Post-9-11, other unconstitutional speech-related monitoring began as well including John Ashcroft’s short-lived Terrorism Information and Prevention System (Operation TIPS). The idea was to use civilian informers like postal employees to report “unusual” neighborhood activities, police-state style. The scheme flopped when the postal service refused to be spies. Then there was the Pentagon’s Total Information Awareness (TIA) renamed Terrorism Information Awareness to monitor anything about anyone under the spurious cover of it relating to “terrorism.” TIA came under considerable congressional flack but some or all its activities continue under new names relating to other Pentagon projects and initiatives so illegal military spying continues unabated.
One program is called the Threat and Local Observation Notice (TALON) to conduct domestic intelligence by amassing a huge data base, again spuriously related to “terrorism.” It focuses on war protesters targeted by police state monitoring of their constitutional right to freely oppose the nation’s illegal wars of aggression, meaning in Pentagon-think they’re threats to national security in the age of George Bush. Now the Pentagon has second thoughts after drawing flack for its illegal intrusions against peace activists. Under secretary of defense, James Clapper, announced through his spokesperson in late April TALON’s results have been disappointing and doesn’t “merit (being) continued (as) the program (is) currently constituted…in the light of its image in Congress and the media.”
What he’s likely saying is TALON’s activities will be rebranded and continued, the same way all improperly intrusive domestic spying activities drawing flack are carried out in impressive Orwellian style. What he’s not saying is all Pentagon domestic spying/surveillance programs violate the Posse Comitatus Act’s prohibitions against them. However, last year’s Public Law 109-364 (HR 5122 – Defense Authorization Act) revised the 1807 Insurrection Act and 1878 Posse Comitatus allowing the president illegal authority to give the military free reign on claims of a public emergency or that old standby “national security” in the “war on terror.” That includes monitoring freely expressed speech and cracking down on it if so ordered.
Scott Horton reports on another Bush administration assault on free expression in his April Harper’s magazine article titled “The Plot Against the First Amendment.” In it he notes an important case going to trial in June in Northern Virginia “that will mark a first step in a plan to silence press coverage of (whatever the administration calls) essential national security issues.” It would ban exposing policies like secret renditioning captives to torture-prisons to be held without charge, brutalized, denied due process, tried in military tribunals, and disposed of as the administration wishes. The scheme to pull this off is the work of disgraced Attorney General Alberto Gonzales and his deputy Paul J. McNulty, the central figures in a “growing scandal over the politicization of the prosecution process.”

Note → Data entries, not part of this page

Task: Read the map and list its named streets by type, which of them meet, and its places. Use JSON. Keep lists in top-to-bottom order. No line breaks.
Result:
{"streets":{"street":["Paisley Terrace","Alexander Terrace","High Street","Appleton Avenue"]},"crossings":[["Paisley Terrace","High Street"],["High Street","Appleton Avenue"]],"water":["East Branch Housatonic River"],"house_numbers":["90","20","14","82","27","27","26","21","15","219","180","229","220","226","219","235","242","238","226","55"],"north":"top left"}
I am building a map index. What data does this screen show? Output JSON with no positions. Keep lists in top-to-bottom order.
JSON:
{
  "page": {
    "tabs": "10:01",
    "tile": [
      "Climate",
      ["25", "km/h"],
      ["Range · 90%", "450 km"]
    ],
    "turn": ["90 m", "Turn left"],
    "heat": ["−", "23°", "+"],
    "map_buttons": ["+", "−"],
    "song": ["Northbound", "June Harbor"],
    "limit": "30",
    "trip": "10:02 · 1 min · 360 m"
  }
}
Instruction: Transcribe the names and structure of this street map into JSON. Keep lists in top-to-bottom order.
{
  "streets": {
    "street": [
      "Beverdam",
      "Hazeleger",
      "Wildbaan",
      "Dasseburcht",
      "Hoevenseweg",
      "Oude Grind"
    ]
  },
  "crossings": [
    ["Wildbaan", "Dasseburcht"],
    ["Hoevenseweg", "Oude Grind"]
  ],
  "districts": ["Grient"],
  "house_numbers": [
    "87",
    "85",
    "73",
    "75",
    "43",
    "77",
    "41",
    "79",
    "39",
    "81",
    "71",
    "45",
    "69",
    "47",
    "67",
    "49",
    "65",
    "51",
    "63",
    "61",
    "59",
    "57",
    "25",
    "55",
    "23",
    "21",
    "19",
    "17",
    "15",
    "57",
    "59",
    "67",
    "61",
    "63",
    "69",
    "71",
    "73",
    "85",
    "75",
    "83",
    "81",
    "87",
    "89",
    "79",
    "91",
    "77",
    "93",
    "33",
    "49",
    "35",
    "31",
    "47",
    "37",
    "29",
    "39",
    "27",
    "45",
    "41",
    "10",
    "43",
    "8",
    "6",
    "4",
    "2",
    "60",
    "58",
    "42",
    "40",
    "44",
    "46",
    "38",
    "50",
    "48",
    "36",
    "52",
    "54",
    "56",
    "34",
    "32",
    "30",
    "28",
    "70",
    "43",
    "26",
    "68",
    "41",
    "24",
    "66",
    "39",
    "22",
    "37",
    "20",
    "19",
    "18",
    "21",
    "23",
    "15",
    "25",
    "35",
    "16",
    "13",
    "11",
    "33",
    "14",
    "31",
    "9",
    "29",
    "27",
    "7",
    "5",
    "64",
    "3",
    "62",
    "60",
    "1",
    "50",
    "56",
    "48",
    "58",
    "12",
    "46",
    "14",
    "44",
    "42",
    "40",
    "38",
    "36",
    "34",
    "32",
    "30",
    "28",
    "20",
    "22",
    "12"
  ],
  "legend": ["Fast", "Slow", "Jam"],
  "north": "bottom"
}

Inspiring Gonzales’ scheme is Britain’s Official Secrets Act, the latest 1989 version of which is quite detailed but is intended overall to protect against revealing information the UK government claims relates to “national security.” The act makes it crime for designated British subjects (in some cases all of them) under its 16 sections to do whatever that provision prohibits including disclosing what the state wants kept secret. Gonzales’ interest is to devise a scheme based on the UK model to keep print publications and broadcasters from reporting information Washington claims is secret and thus criminal to disclose. In other words, the idea is to silence the media when government wants it silenced, as if it wasn’t already secretive enough, except when it’s dutifully trumpeting state and corporate-friendly propaganda, lies and distortion not good enough for Gonzales wanting more restrictions.
Horton reports Gonzales sees this scheme “as a panacea for his problems….Then you can torture and abuse prisoners….without fear of political repercussions.” So they won’t have to “close down Guantanamo (just) Close down the press.” Horton explains further Gonzales wanted to propose the idea in end-run fashion with no official secrets language headlined he’d never even get Republican allies to adopt out of fear alone. So his idea was to “spin it out of whole cloth (by) reconstru(ing) the (repressive) Espionage Act of 1917” including in new legislation “the essence of the UK Official Secrets Act and try getting this version “ratified in the Bush administration’s ‘vest pocket’ judicial districts (of) the Eastern District of Virginia and the Fourth Circuit.”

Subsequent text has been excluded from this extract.